Tydzień 13 (Rise of the Tomb Raider, 99Vidas, Sacred: Citadel, HunieCam Studio)
W
tym tygodniu zaczniemy sobie z grubej rury, choć już troszkę zużytej, bo
będziemy mówić o hiciorze sprzed lat trzech, na którego zapowiedź odpowiedziały
miliony okrzyków rozpaczy, bo okazało się, że był to tytuł ekskluzywny dla
Xboxa One, ale tylko czasowo. Mowa oczywiście o fantastycznym Rise of the Tomb
Raider, więc można by uznać ten rok za mój rok Lary Croft, bo był ostatnio
film, teraz ograłem w końcu Rise, a we wrześniu nadejdzie Shadow. Nie wiem też,
czy nie odświeżyć sobie jedynki, a w zasadzie jej remastera na ósmą generację.

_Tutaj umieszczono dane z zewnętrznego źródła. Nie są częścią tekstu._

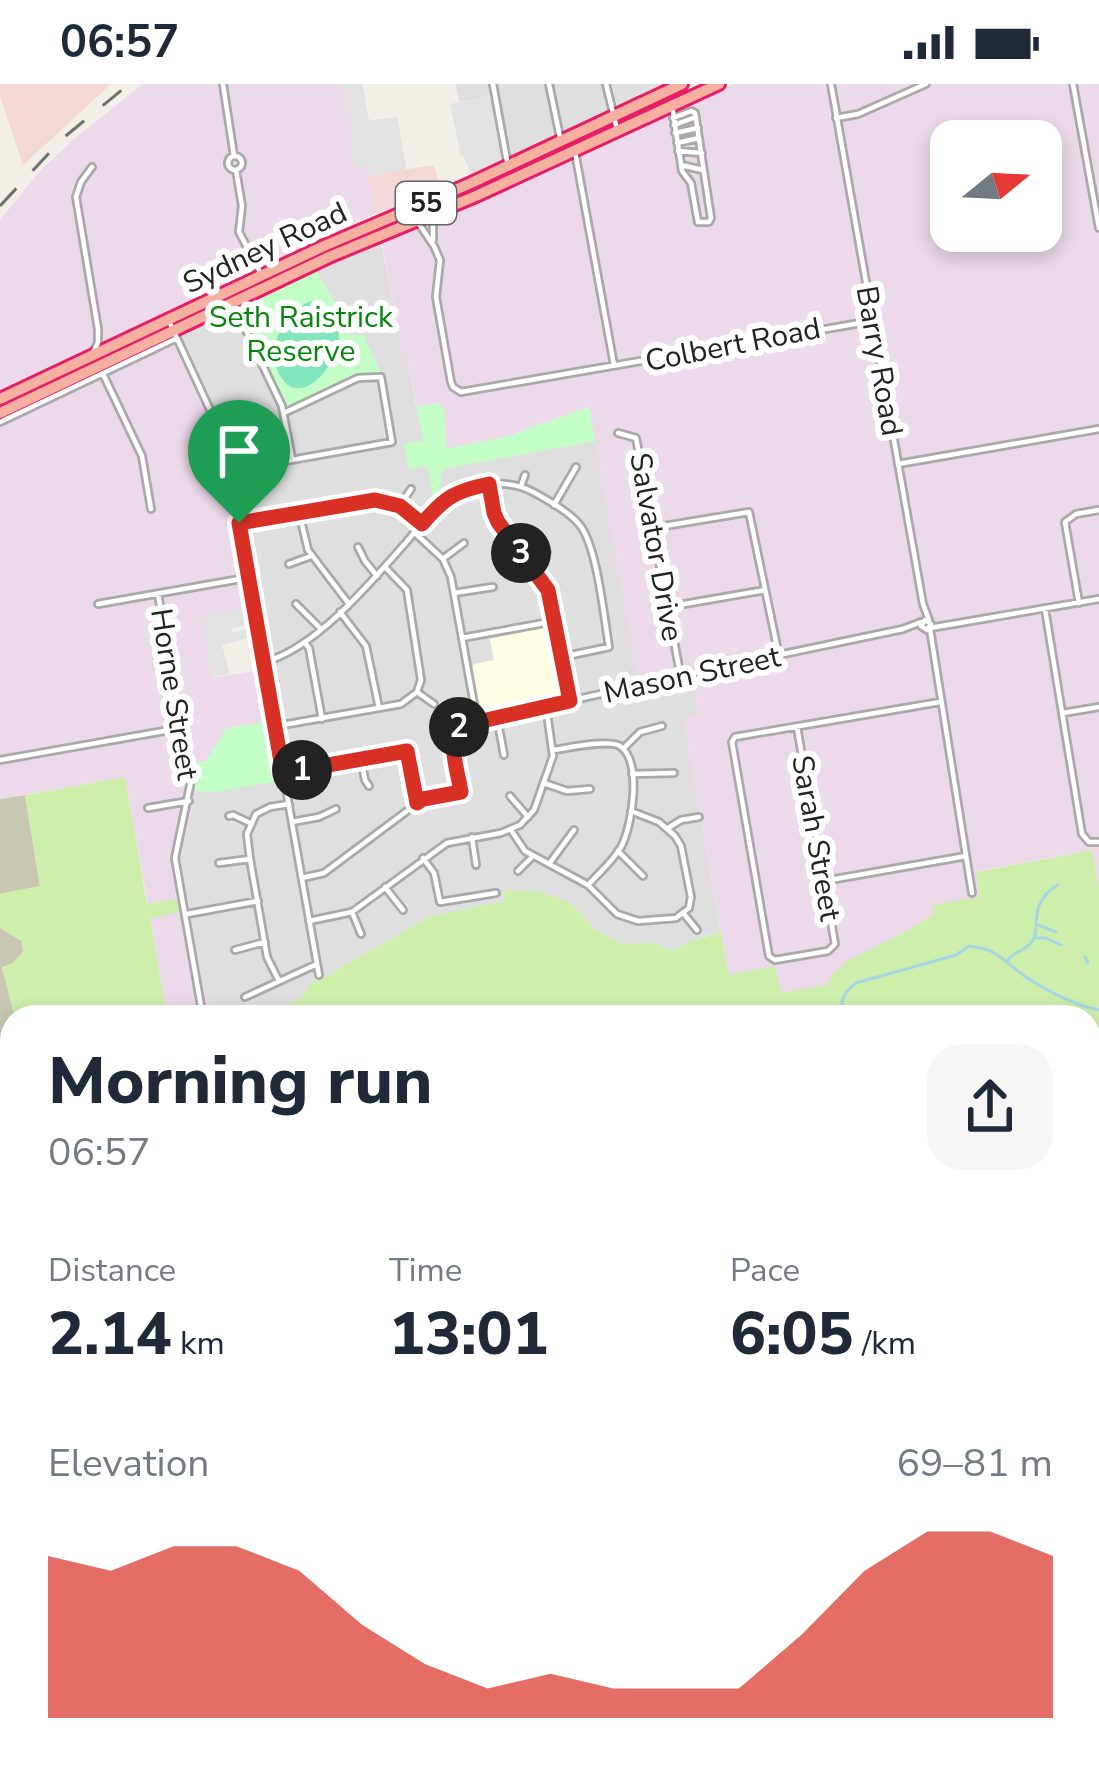 <!DOCTYPE html>
<html lang="en">
<head>
<meta charset="utf-8">
<style>
	:root { --surface:#fff; --page:#f6f6f7; --text:#1f2937; --muted:#747a83; --accent:#d93025 }
	body { margin:0; font-family:"Nunito Sans",sans-serif; background:var(--page); color:var(--text); height:100vh; display:flex; flex-direction:column; font-size:45px; white-space:nowrap }
	* { box-sizing:border-box; margin:0 }
	p { font-size:39px; color:var(--muted) }
	.icon { flex:none; width:66px; height:66px; fill:none; stroke:currentColor; stroke-width:2; stroke-linecap:round; stroke-linejoin:round }
	.map { position:relative; flex:1; overflow:hidden }
	.sheet { position:absolute; left:0px; top:921px; width:1101px; height:768px; display:flex; flex-direction:column; background:var(--surface); border-radius:36px 36px 0 0; box-shadow:0 6px 18px #0003 }
	.sheet>* { flex:none }
	.needle { width:78px; rotate:72deg }
	.tools { position:absolute; left:930px; top:36px; display:grid; gap:24px }
	.tools a { display:grid; place-items:center; width:132px; height:132px; border-radius:24px; background:var(--surface); box-shadow:0 6px 18px #0003; font-size:60px }
	.pin { position:absolute; display:grid; place-items:center; width:102px; height:102px; color:#fff; margin:-123px -51px; border-radius:50% 50% 50% 0; rotate:-45deg; box-shadow:0 0 12px #0007 }
	.pin .icon { rotate:45deg }
	.km { position:absolute; width:60px; height:60px; margin:-30px; border-radius:50%; background:#222; color:#fff; font-size:33px; line-height:60px; text-align:center }
	.round { display:grid; place-items:center; flex:none; width:126px; height:126px; border-radius:36px; background:var(--page) }
	.headline { display:flex; align-items:center; justify-content:space-between; height:204px; padding:0 48px }
	h1 { font-size:66px; font-weight:800; line-height:90px }
	.figures { display:grid; grid-template-columns:repeat(3,1fr); gap:18px; height:204px; padding:12px 48px }
	.figures div { display:grid; align-content:center }
	.figures b { font-size:60px; font-weight:800 }
	.figures small { font-size:33px; font-weight:400 }
	.figures p { font-size:33px }
	.chart { height:336px; padding:24px 48px }
	.chart p { display:flex; justify-content:space-between }
	.chart svg { width:100%; height:216px; margin-top:12px; fill:var(--accent); opacity:.7 }
	.status { display:flex; justify-content:space-between; align-items:center; height:84px; padding:0 60px; background:var(--surface); direction:ltr }
	.status svg { height:33px; fill:currentColor }
	.map>svg:first-child { display:block }
	.residential { fill:#e0dfdf }
	.commercial { fill:#f4d7d7 }
	.industrial { fill:#ecd9e9; fill-rule:evenodd }
	.education { fill:#fffee4 }
	.construction { fill:#c8c8b2 }
	.grass { fill:#ceefab }
	.park { fill:#c4fec7 }
	.pitch { fill:#81e6bd }
	.parking { fill:#e2e2e2 }
	.lines { fill:none; stroke-linecap:round; stroke-linejoin:round }
	.stream { stroke:#a6d6e3; stroke-width:3 }
	.minor-casing { stroke:#a9a9a9; stroke-width:10 }
	.trunk-casing { stroke:#e81d67; stroke-width:16 }
	.motorway-casing { stroke:#e81d67; stroke-width:18 }
	.minor { stroke:#fff; stroke-width:4.5 }
	.trunk { stroke:#f6b0a0; stroke-width:10 }
	.motorway { stroke:#ee8ba0; stroke-width:12 }
	.rail { stroke:#707070; stroke-width:3; stroke-dasharray:24 24; stroke-linecap:butt }
	.route-casing { stroke:#fff; stroke-width:24 }
	.route { stroke:#d93025; stroke-width:15 }
	.labels { text-anchor:middle; dominant-baseline:central; stroke-width:12; stroke-linejoin:round; paint-order:stroke }
	.shield { fill:#fff; stroke:#646464; stroke-width:3 }
	.shield-label { font-size:27px; font-weight:bold; fill:#222 }
	.street-label { font-size:30px; fill:#222; stroke:#fff }
	.park-label { font-size:30px; fill:#05860c; stroke:#fff }
</style>
</head>
<body>
<div class="status"><b>06:57</b><svg viewBox="0 0 49 12"><path d="M0 12V9h3v3zM5 12V6h3v6zM10 12V3h3v9zM15 12V0h3v12zM26 1h20v11H26zM47 4h2v5h-2z"/></svg></div>
<div class="map">
<svg width="1099" height="1689" viewBox="0 0 1099 1689">
	<rect width="100%" height="100%" fill="#f2efe8"/>
	<!-- residential -->
	<path class="residential" d="M456 0H668L511 75 499 11 459 18Z
		M381 158 403 269H407L416 322 438 319 508 352 589 323 639 597 667 592 692 595 699 632 684 635 721 848 701 853 675 866 665 865 657 859 621 860 595 845 568 817 503 807 505 817 429 833 323 894 311 898 302 914 262 933H205L211 922 203 904 181 775 196 707 193 680 207 678 227 644 268 636 220 353 177 263 184 259 181 249 342 172Z
		M1099 1422V1689H316L345 1677H1089V1424Z"/>
	<!-- commercial -->
	<path class="commercial" d="M0 0H111L23 81 0 12Z
		M434 81 441 107 374 130 368 92Z"/>
	<!-- industrial -->
	<path class="industrial" d="M143 0H362L369 37 397 33 406 85 368 92 374 130 0 307V136L40 87 74 55Z
		M735 0H1099V805L1092 766 977 787 980 813 934 829 909 846 846 878V881L828 901 781 910 775 882 729 891 684 635 699 631 692 596 668 600 666 592 639 598 589 323 508 352 445 365 437 319 417 323 407 270H403L382 158 475 120 602 57ZM951 57H1041V147H951Z
		M171 261 177 263 220 353 253 540 204 549 212 594 261 586 268 637 227 644 206 678 193 680 196 707 181 775 203 904 211 922 207 931 198 933H167L150 833 176 815 148 820 125 693 0 715V341Z"/>
	<!-- education -->
	<path class="education" d="M551 542 566 612 481 630 472 584 475 580 494 576 490 555Z"/>
	<!-- construction -->
	<path class="construction" d="M25 711 40 802 0 810V715Z
		M0 844 22 857 23 868 13 880 2 883 15 933H12V1026L6 1029 0 1017Z
		M12 1160V1573L0 1576V1163Z"/>
	<!-- grass -->
	<path class="grass" d="M125 693 147 820 177 815 180 828 150 834 167 933H15L2 883 13 879 23 868 22 857 0 844V810L40 802 25 711Z
		M1092 766 1099 805V1185L1089 1188V933H262L302 914 311 898 323 894 429 833 504 817 503 806 535 807 568 817 595 845 621 860 657 859 665 865 675 866 691 857 721 848 729 891 775 882 781 909 827 901 834 888 845 881V878L909 846 934 829 933 821 979 813 976 788Z"/>
	<!-- park -->
	<path class="park" d="M315 185 345 236 350 251H364C368 265 376 275 380 289L353 292 287 323 238 221Z
		M438 319 444 324 446 365 508 352 589 323 595 357 443 385 439 404 441 412 434 419 427 382 408 385 404 360 423 357 417 323Z
		M270 637 279 697 215 708 196 707 193 679 206 677 227 644Z"/>
	<!-- pitch -->
	<path class="pitch" d="M313 217C376 235 308 338 281 293 264 265 284 224 313 217Z"/>
	<!-- parking -->
	<path class="parking" d="M341 0H362L369 37 397 33 406 85 370 91 369 82 355 84Z
		M490 13 502 75 500 78 472 92 464 73H461L450 20Z
		M250 523 253 540 231 544 233 549 253 543 254 552 222 561 230 590 212 593 201 532Z"/>
	<g class="lines">
		<!-- stream -->
		<path class="stream" d="M1036 840 1056 848
			M1035 854H1046L1061 861
			M1085 873 1088 879
			M1007 877C1014 867 1021 869 1030 860 1044 847 1024 823 1057 801
			M844 933C839 917 843 909 856 899L956 871 969 862C998 866 997 871 1019 888 1039 903 1075 922 1099 926
			M0 1053 12 1049
			M0 1664 5 1651
			M590 1677 605 1689"/>
		<!-- minor casing -->
		<g class="minor-casing">
			<path id="minor" d="M223 0 234 72
				M493 0 507 77
				M549 0 560 53
				M606 0 617 45
				M831 0 923 520 929 536
				M1073 0 1099 144
				M672 21 682 87 691 99 698 138H709L711 134 695 29 691 27 673 34
				M836 34 858 30 926 0
				M674 41 696 33
				M675 49 698 44
				M677 59 699 54
				M678 67 702 69
				M575 68 614 281
				M228 79a7 7 0 1 1 14 0a7 7 0 1 1-14 0Z
				M681 81 703 86
				M92 83 81 98 76 113 98 245V259L93 268
				M236 86 242 122 239 148 260 188
				M419 140 434 162 440 176 436 213 451 298 453 303 461 308 872 237
				M433 156V132
				M233 219 282 322 292 375
				M168 235 224 356 319 891
				M103 290 142 372 151 425
				M0 338 177 254
				M618 349 636 354 680 589
				M898 380 1099 345
				M230 387 392 358 381 293 358 294 284 329
				M521 402 525 391
				M489 403 498 438 547 506 570 617
				M401 420 411 405
				M554 421 576 383
				M299 428 308 466 349 520
				M239 438 375 415 401 422 422 440
				M652 444 749 428 779 572
				M415 449 443 475 451 493 477 637
				M358 463 365 477 377 492
				M444 474 464 459
				M289 480 311 472
				M530 480 547 468
				M454 509 493 503
				M158 510 191 697 175 774 201 922
				M1079 519 1065 438 1076 430 1099 426
				M98 520 246 494
				M296 520 320 544
				M667 523 765 506
				M1045 525 1082 750 1089 758H1099
				M340 528 366 562 379 624
				M925 536 931 540 927 546 921 542Z
				M930 544 1099 515
				M930 545 972 809
				M462 554 555 537
				M305 559 309 564 322 635
				M264 578C316 565 374 495 409 455 420 441 432 425 446 414 469 397 509 395 533 408 548 416 568 427 579 440 597 461 604 533 609 563L562 573
				M417 608 434 620
				M1063 629 1099 623
				M497 633 504 671
				M277 642 401 620 417 608 421 596 407 506 385 483
				M797 643 835 860 828 867 775 876 769 872 732 658 735 653 940 618
				M623 665 640 648 662 642
				M553 666C568 664 609 655 620 662 643 678 632 743 621 763 613 777 600 788 589 800
				M361 675 365 696 369 702
				M0 676 181 644
				M283 689 407 667 417 719
				M632 690 674 689
				M544 699 567 707 590 705
				M510 712 528 733
				M148 724 189 717
				M229 732 233 731 250 739
				M292 738 319 733 336 725
				M668 744 681 736 699 733
				M511 746 525 767 588 801 617 830 638 837 676 834 689 824 691 813 681 762 675 752 659 738 631 727
				M472 753 476 781
				M618 767 643 792
				M423 774 434 789 440 818 496 809
				M219 779 250 775
				M549 780 574 746
				M518 787 531 774
				M302 794 324 789 423 715 462 708 453 652 460 642 468 639 669 595 680 589 683 591 903 545 921 538
				M824 797 966 772
				M385 803 403 826
				M352 828 361 850
				M187 830 258 817
				M684 830 697 846
				M309 837 352 828 447 759 501 749 520 741 534 726 553 672 546 622
				M235 866 265 858
				M279 897 267 873 250 775 247 750 256 730 270 723 289 720
				M245 913 317 880
				M0 1119 12 1117
				M1089 1455 1099 1454
				M1089 1521 1099 1576
				M435 1677 438 1689
				M506 1677 558 1689
				M693 1677 695 1689
				M823 1677 828 1689
				M871 1677 874 1689
				M759 1683 771 1689
				M400 1689 416 1677
				M755 1689 761 1677
				M909 1689V1677
				M955 1689 959 1677"/>
		</g>
		<!-- trunk casing -->
		<g class="trunk-casing">
			<path id="trunk" d="M0 315 324 162 469 100 682 0
				M0 329 331 172 476 112 719 0"/>
		</g>
		<!-- motorway casing -->
		<g class="motorway-casing">
			<path id="motorway" d="M1089 1202 1099 1199
				M1089 1215 1099 1211
				M0 1641 12 1647
				M48 1689 78 1677
				M228 1689 251 1677"/>
		</g>
		<!-- minor -->
		<use href="#minor" class="minor"/>
		<!-- trunk -->
		<use href="#trunk" class="trunk"/>
		<!-- motorway -->
		<use href="#motorway" class="motorway"/>
		<!-- rail -->
		<path class="rail" d="M0 122 62 55 129 0"/>
	</g>
	<g class="lines">
		<!-- route casing -->
		<g class="route-casing">
			<path id="route" d="M489 400 494 429 498 438 548 506 570 617 460 642C447 661 458 687 461 708L423 715 417 719 407 667 283 689 239 439 375 416 400 422 422 440C445 413 455 407 489 400Z"/>
		</g>
		<!-- route -->
		<use href="#route" class="route"/>
	</g>
	<g class="labels">
		<!-- shield labels -->
		<rect class="shield" x="396" y="98" width="60" height="42" rx="9"/>
		<g class="shield-label">
			<text x="426" y="119">55</text>
		</g>
		<!-- street labels -->
		<g class="street-label">
			<text transform="translate(265 164) rotate(-25)">Sydney Road</text>
			<text transform="translate(733 261) rotate(-11)">Colbert Road</text>
			<text transform="translate(879 277) rotate(80)">Barry Road</text>
			<text transform="translate(656 463) rotate(80)">Salvator Drive</text>
			<text transform="translate(692 591) rotate(-12)">Mason Street</text>
			<text transform="translate(174 610) rotate(81)">Horne Street</text>
			<text transform="translate(816 754) rotate(80)">Sarah Street</text>
		</g>
		<!-- park labels -->
		<g class="park-label">
			<text x="301" y="233">Seth Raistrick<tspan x="301" dy="34">Reserve</tspan></text>
		</g>
	</g>
</svg>
<div class="tools">
<a><svg class="needle" viewBox="-14 -14 28 28"><path d="M0-13l5 13h-10z" fill="#e53935"/><path d="M0 13l5-13h-10z" fill="#747a83"/></svg></a>
</div>
<div class="pin" style="left:239px;top:439px;background:#1e9e55"><svg class="icon" aria-label="arrive" viewBox="0 0 24 24"><path d="M6 21V4h12l-3 4 3 4H6"/></svg></div>
<b class="km" style="left:302px;top:686px">1</b>
<b class="km" style="left:459px;top:643px">2</b>
<b class="km" style="left:521px;top:469px">3</b>
<section class="sheet">
<div class="headline"><div><h1>Morning run</h1><p>06:57</p></div><a class="round"><svg class="icon" aria-label="share" viewBox="0 0 24 24"><path d="M12 15V3M7 8l5-5 5 5M5 13v7h14v-7"/></svg></a></div>
<div class="figures">
<div><p>Distance</p><b>2.14<small> km</small></b></div>
<div><p>Time</p><b>13:01</b></div>
<div><p>Pace</p><b>6:05<small> /km</small></b></div>
</div>
<div class="chart"><p><span>Elevation</span>69–81 m</p>
<svg viewBox="0 0 160 44" preserveAspectRatio="none"><path d="M0 44V11L10 14L20 9L30 9L40 14L50 25L60 33L70 38L80 35L90 38L100 38L110 38L120 27L130 14L140 6L150 6L160 11V44z"/></svg>
</div>
</section>
</div>
</body>
</html>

Ciekawym tego, czy przetrwa próbę czasu i intryguje mnie również zawarte już w
Definitive Edition DLC, którego kupno, jako osobny produkt mija się z celem, bo
ponoć zajmuje 15 minut.
Dalej
mała sekcja beat ‘em upów nam się zrobiła. I fajnie, wygodniej mi się o tym
pisze, bo mogę wszystkie tytuły zebrać do kupy. Dobrze się też złożyło, że mamy
do czynienia z dwoma różnymi grami, reprezentującymi inne podejście do gatunku.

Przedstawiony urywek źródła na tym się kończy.